EXAMPLE. Rocket Man is self-employed. He earned $185,000 for 2020, and he spent 10 days taking care of his mom during the crisis. His daily self-employment income is $712 ($185,000 divided by 260). That however exceeds $200, so his allowable paid sick leave is $2,000. His 2020 net earnings from self-employment are reduced by $2,000. He is also allowed to reduce his otherwise-required quarterly estimated tax payments accordingly. 

(13)       There is an unusual interaction with the emergency sick leave credit and the employer payroll tax deferral.

·      An employer can defer and still receive the emergency sick leave credit, resulting, in effect, an interest-free loan from the government.

(14) This credit does not play well with the employee retention credit.
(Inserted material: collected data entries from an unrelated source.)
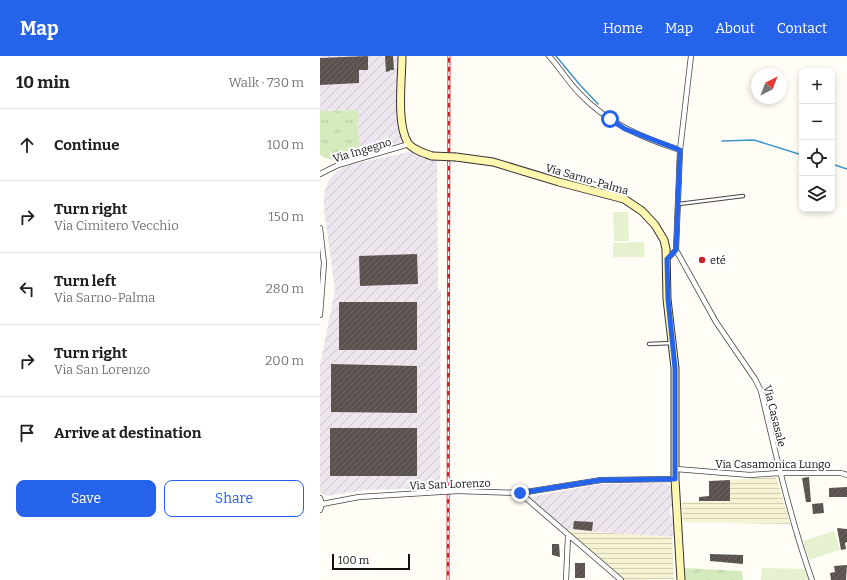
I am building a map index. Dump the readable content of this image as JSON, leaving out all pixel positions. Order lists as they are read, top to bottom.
{
  "streets": {
    "main road": ["Via Sarno-Palma"],
    "street": [
      "Via Ingegno",
      "Via Casasale",
      "Via Casamonica Lungo",
      "Via San Lorenzo"
    ]
  },
  "crossings": [
    ["Via Ingegno", "Via Sarno-Palma"],
    ["Via Sarno-Palma", "Via Casamonica Lungo"],
    ["Via Sarno-Palma", "Via San Lorenzo"],
    ["Via Casasale", "Via Casamonica Lungo"]
  ],
  "places": ["eté"],
  "scale_bar": "100 m",
  "north": "top right",
  "page": {
    "header": "Map",
    "nav": [
      "Home",
      "Map",
      "About",
      "Contact"
    ],
    "heading": ["10 min", "Walk · 730 m"],
    "map_buttons": ["+", "−"],
    "list": [
      ["Continue", "100 m"],
      ["Turn right", "Via Cimitero Vecchio", "150 m"],
      ["Turn left", "Via Sarno-Palma", "280 m"],
      ["Turn right", "Via San Lorenzo", "200 m"],
      "Arrive at destination"
    ],
    "buttons": ["Save", "Share"],
    "scale": "100 m"
  }
}
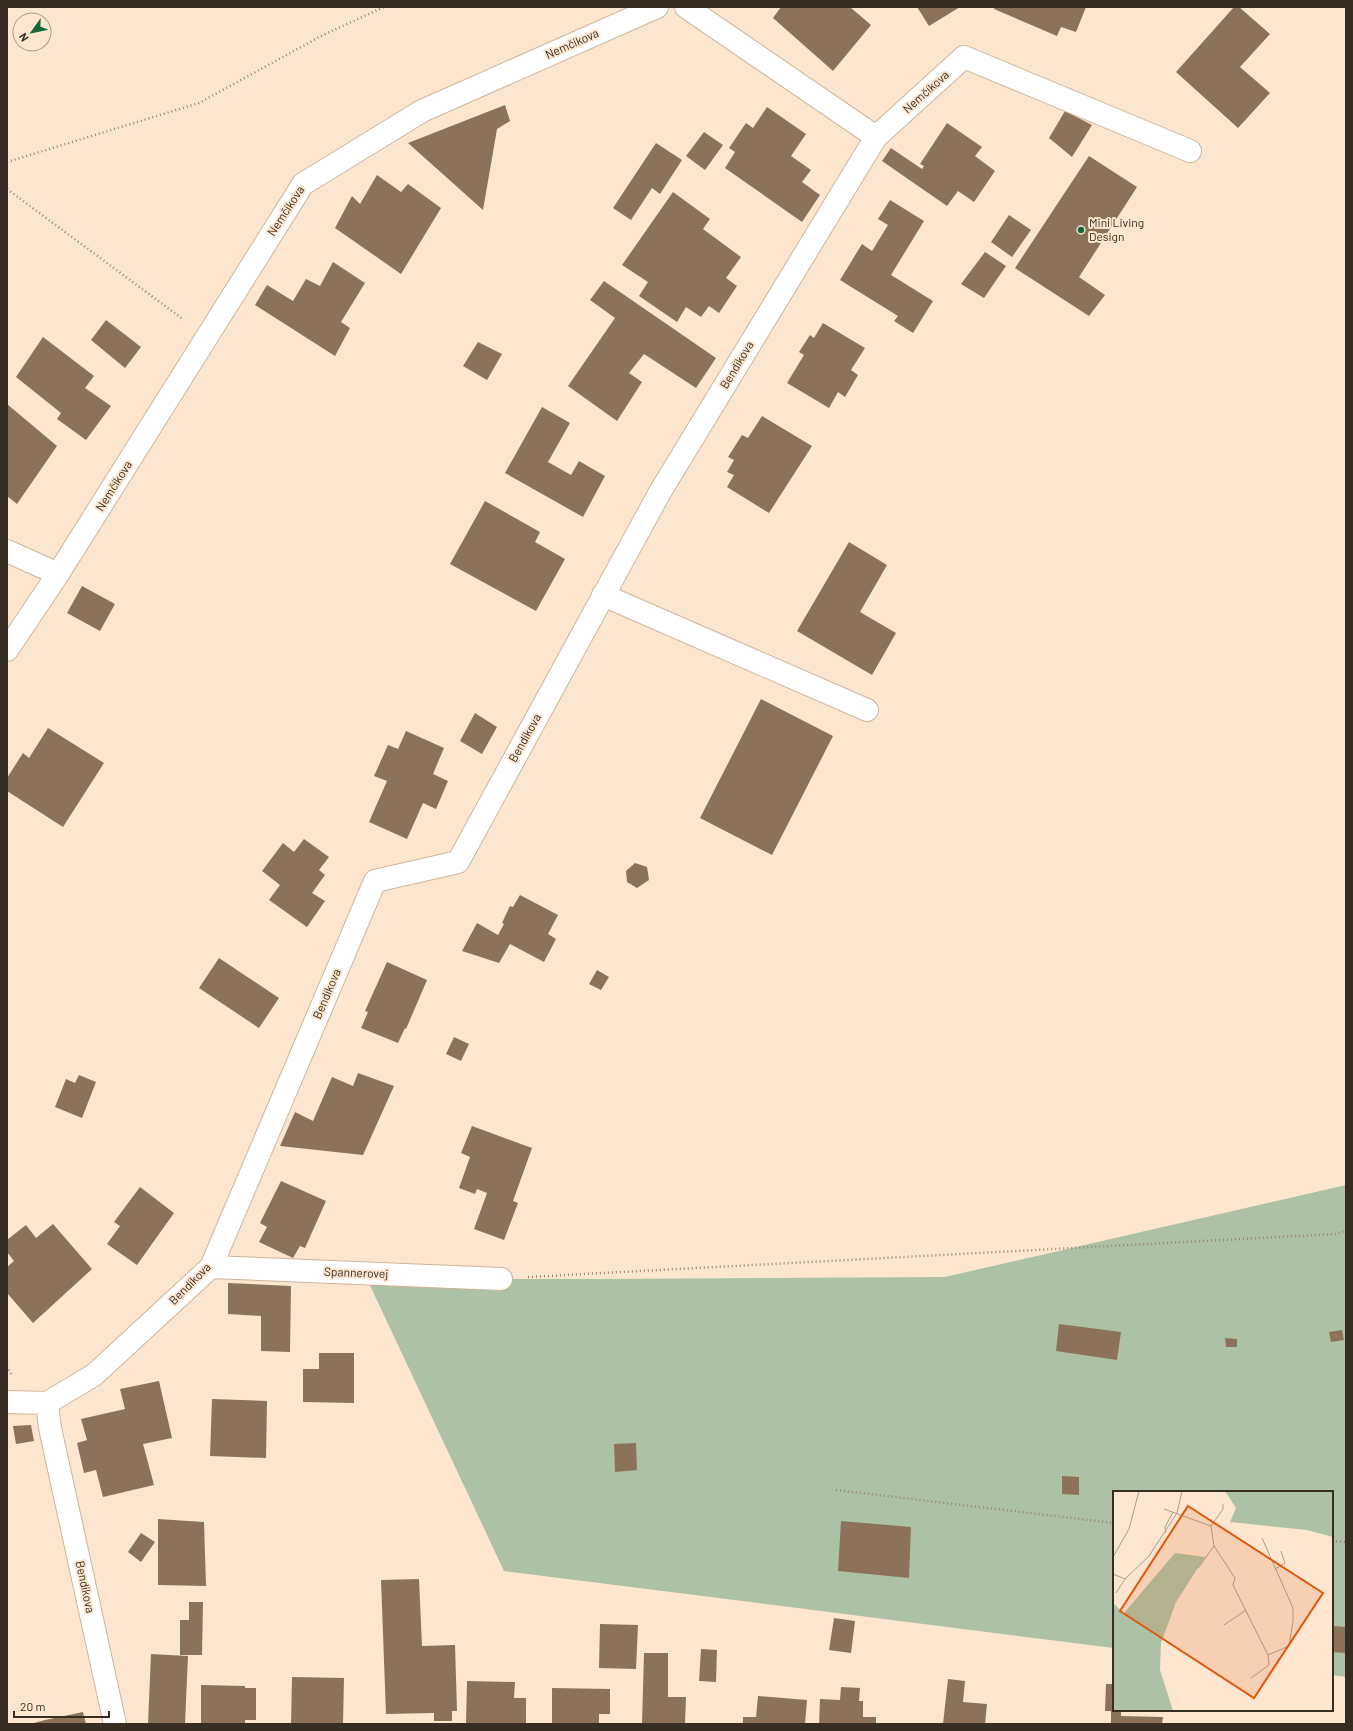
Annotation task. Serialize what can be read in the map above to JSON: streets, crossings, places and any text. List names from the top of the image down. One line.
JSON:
{"streets":{"street":["Nemčíkova","Bendíkova","Spannerovej"]},"crossings":[["Nemčíkova","Bendíkova"],["Bendíkova","Spannerovej"]],"places":["Mini Living Design"],"scale_bar":"20 m","north":"bottom left"}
In short, one cannot use the same wages for more than one credit.


Expanded Family Leave

(1)  Applies to businesses and tax-exempt organizations with fewer than 500 employees 

(2)  This is a narrow expansion of FMLA to include

… employees unable to perform services (including telework) because of need to care for a child whose school or place of care is closed or whose childcare provider is unavailable due to COVID-19. 

(3)  The employee must have worked for the employer for at least 30 day to qualify.

(4)  The credit is based on qualifying leave provided employees between April 1, 2020 and December 31, 2020

·      Note that emergency sick leave wages paid in 2021 will qualify if paid for leave taken between April 1 and December 31,2020. 

(5)  The provision allows up to 12 weeks of employer-provided protected leave, 10 of which is creditable to the employer.

(6) The maximum (creditable) emergency family leave is the employee’s regular rate of pay, up to $200 per day and limited to $10,000 per employee.

(7) The employer is allowed to increase the credit amount by the allocable cost of the employee’s health insurance coverage.

(8)  Employers are still required to withhold employee federal income taxes and the employee’s share of Social Security and Medicare taxes.

·      The intention is that this will be covered by the $200 per day allowance.

(9)  Wages paid under the expanded family leave provision ….

a.     Are NOT be subject to employer social security (6.2%), and
b.    ARE subject to employer Medicare (1.45%)
                                                      i.     However, this employer Medicare requirement is misleading because the credit will be increased by the amount of
1.    The employer Medicare tax, and
2.    The allocable cost of health insurance coverage

(10)       The credit can be offset against all employee withholdings and employer payroll taxes.

·      Any excess is refundable to the employer.

(11)       Any credits utilized will constitute taxable income to the employer.

·      Offsetting the employer payroll tax expense on wages paid emergency leave employees.

(12)       The example given above for emergency sick leave also covers expanded family leave.

(13)       The discussion about self-employeds given above also covers expanded family leave.

(14)       There is an unusual interaction with the expanded family leave credit and the employer payroll tax deferral.

·      An employer can defer and still receive the expanded family leave credit, resulting in, in effect, an interest-free loan from the government.

(15)       This credit does not play well with the employee retention credit. In short, one cannot use the same wages for more than one credit.

(16)       The FMLA “restoration to position” provision under FMLA does not apply to employers with fewer than 25 employees and meeting certain other requirements.